Pick out every line in the data below that holds "Give".

[Stored data]
________________

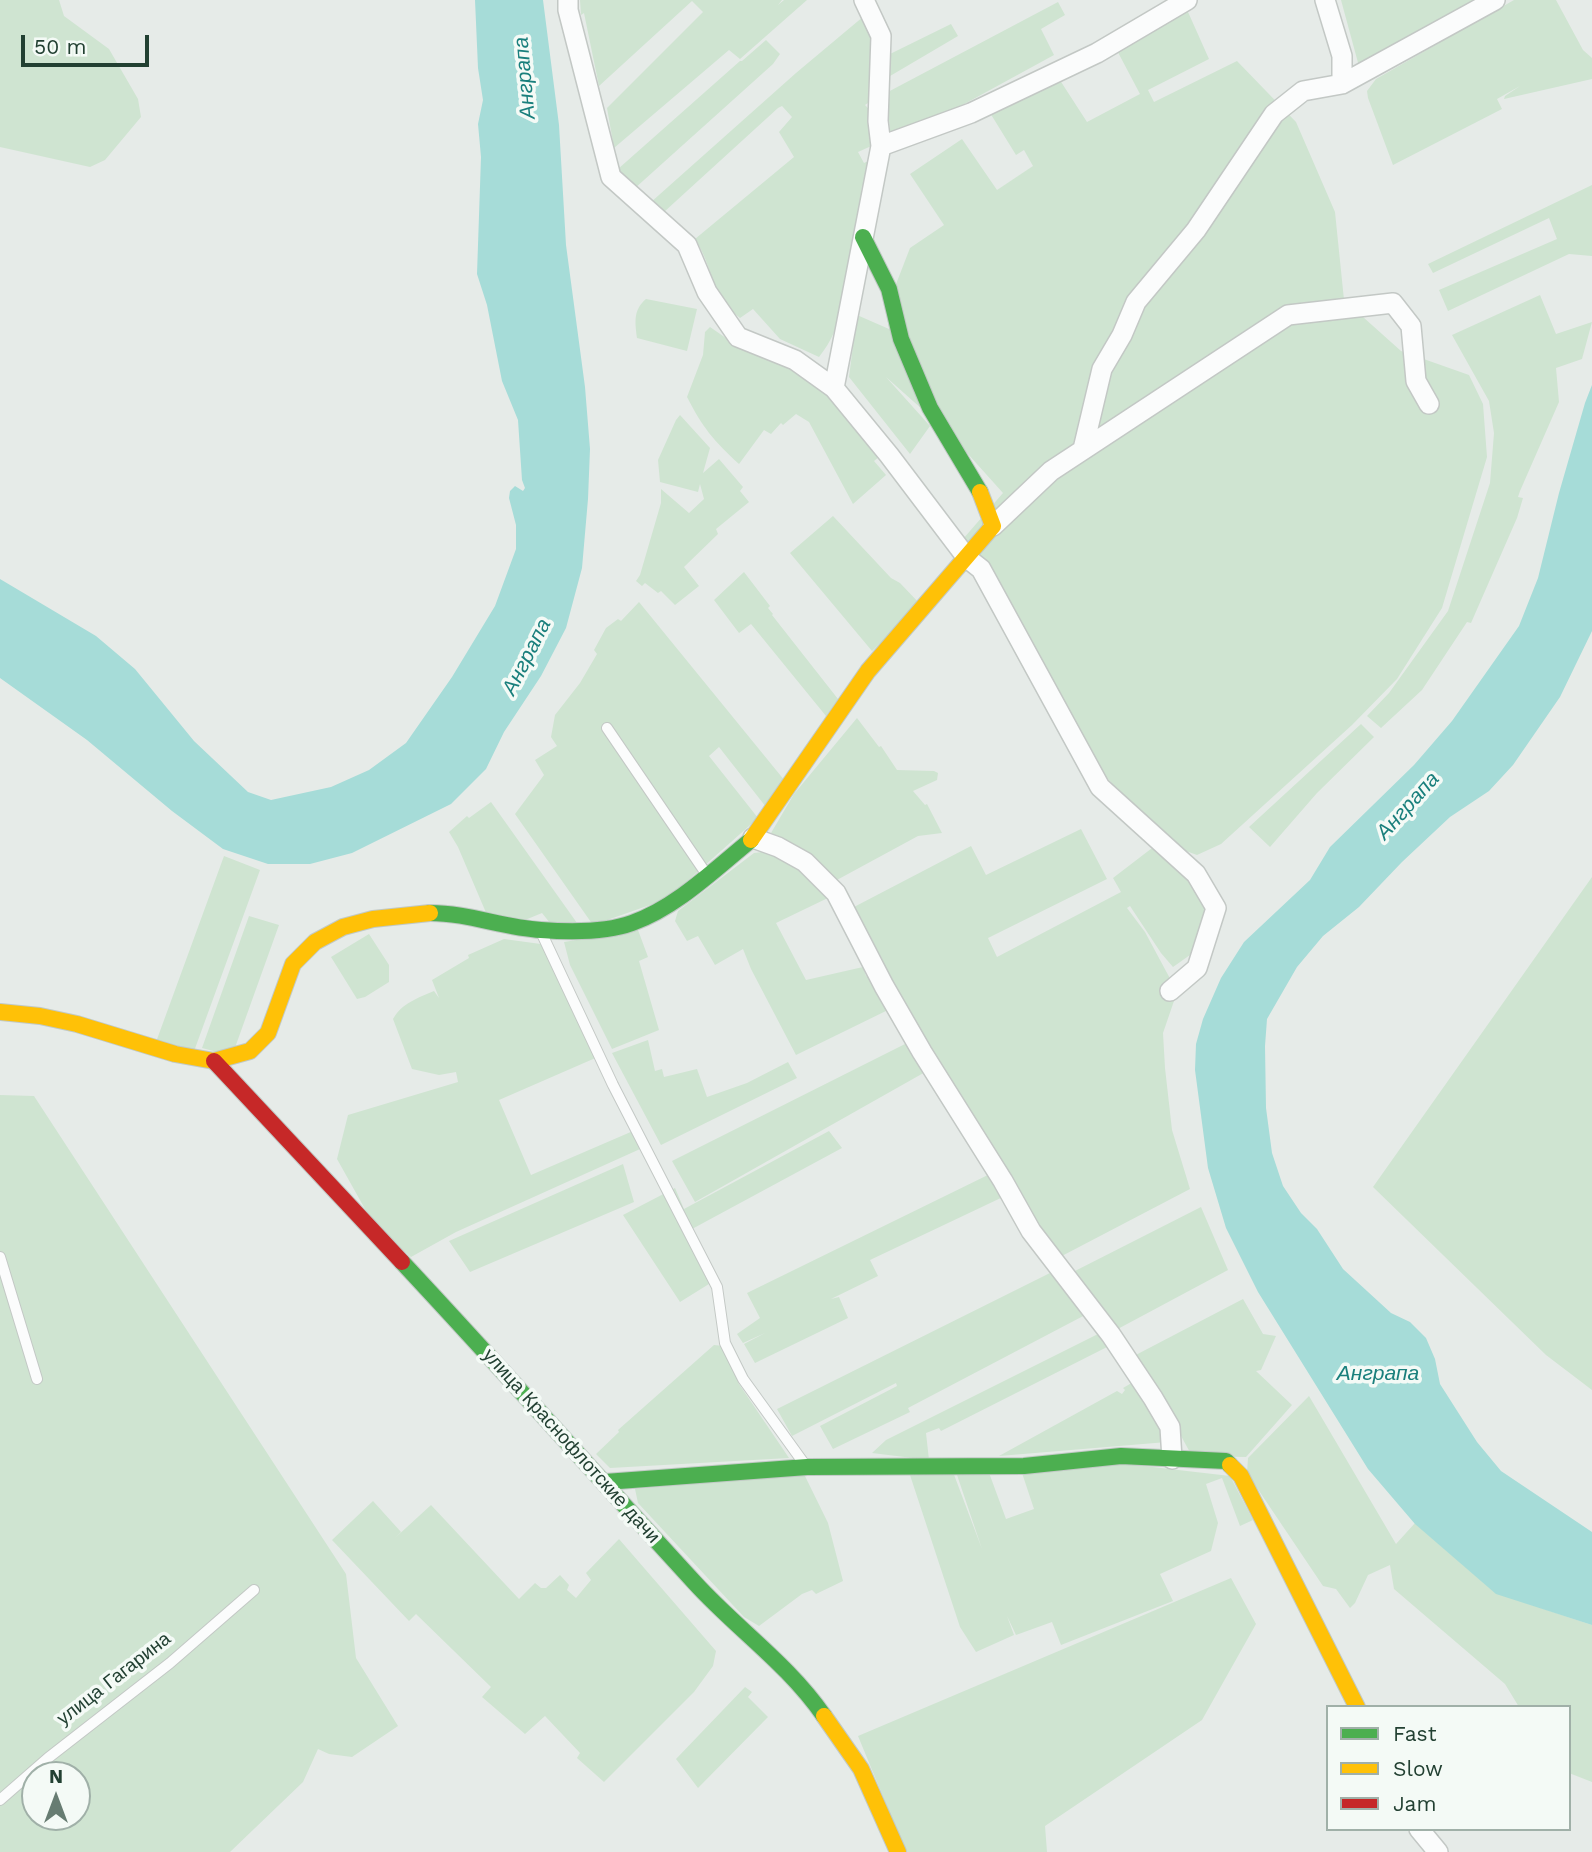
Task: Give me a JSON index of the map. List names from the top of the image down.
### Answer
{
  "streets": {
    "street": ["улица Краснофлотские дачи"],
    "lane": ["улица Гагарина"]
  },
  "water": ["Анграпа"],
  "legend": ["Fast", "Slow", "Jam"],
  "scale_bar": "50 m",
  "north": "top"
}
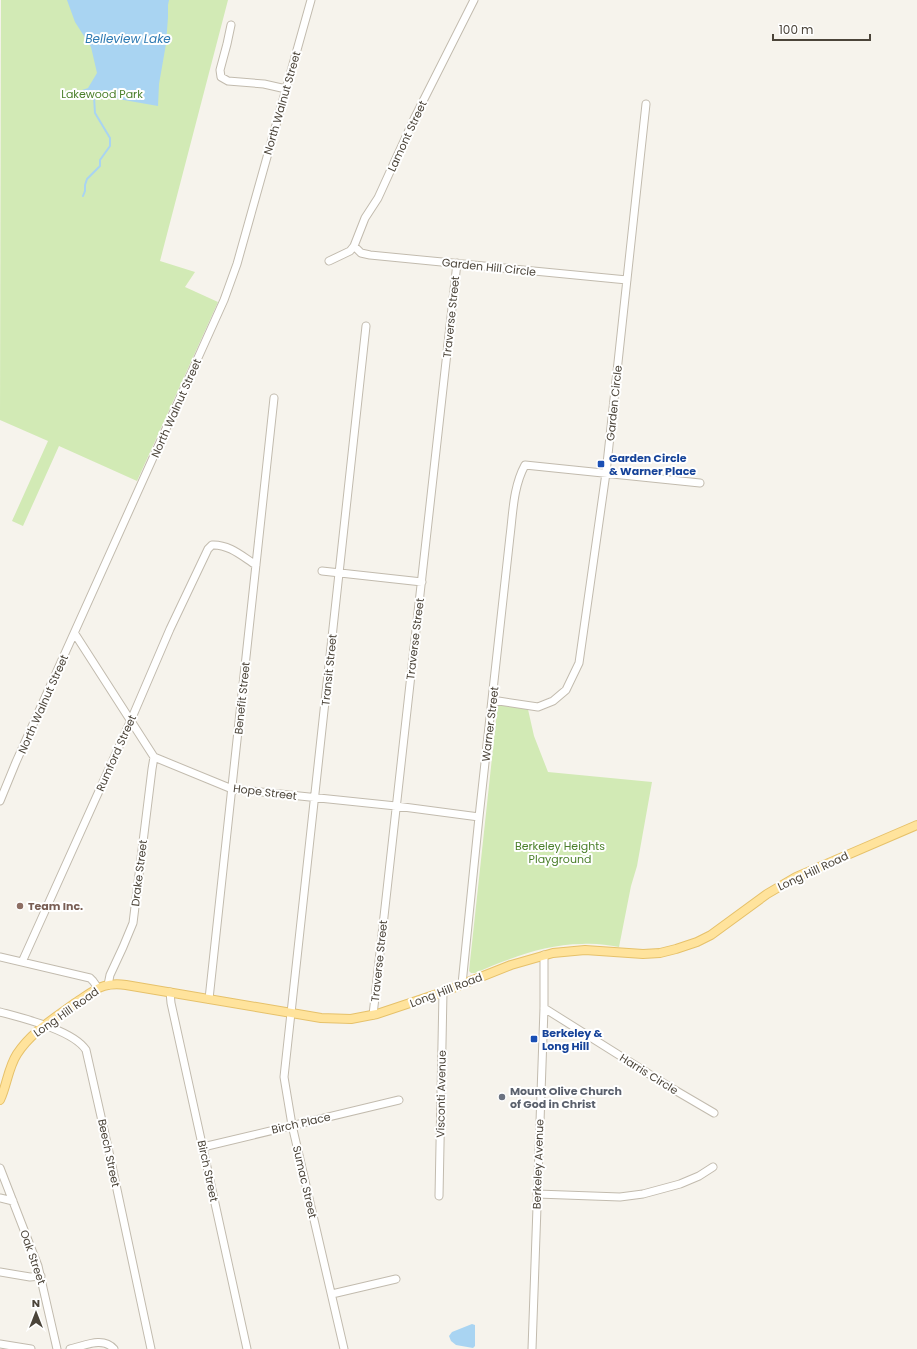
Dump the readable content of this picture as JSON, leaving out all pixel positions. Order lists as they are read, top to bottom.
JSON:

________________

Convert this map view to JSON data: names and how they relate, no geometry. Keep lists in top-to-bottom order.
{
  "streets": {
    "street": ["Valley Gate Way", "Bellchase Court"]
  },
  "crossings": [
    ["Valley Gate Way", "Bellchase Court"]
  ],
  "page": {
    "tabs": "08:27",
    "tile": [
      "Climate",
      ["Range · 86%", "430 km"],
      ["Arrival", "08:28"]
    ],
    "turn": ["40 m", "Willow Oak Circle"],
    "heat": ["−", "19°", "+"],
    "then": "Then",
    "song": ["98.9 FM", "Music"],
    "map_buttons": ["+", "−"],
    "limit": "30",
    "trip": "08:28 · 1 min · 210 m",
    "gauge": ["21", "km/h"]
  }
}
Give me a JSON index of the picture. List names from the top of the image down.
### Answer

________________

-- RESPONSE AREA --
Task: Give me a JSON index of the map. List names from the top of the image down.
Give me a JSON index of the picture. List names from the top of the image down.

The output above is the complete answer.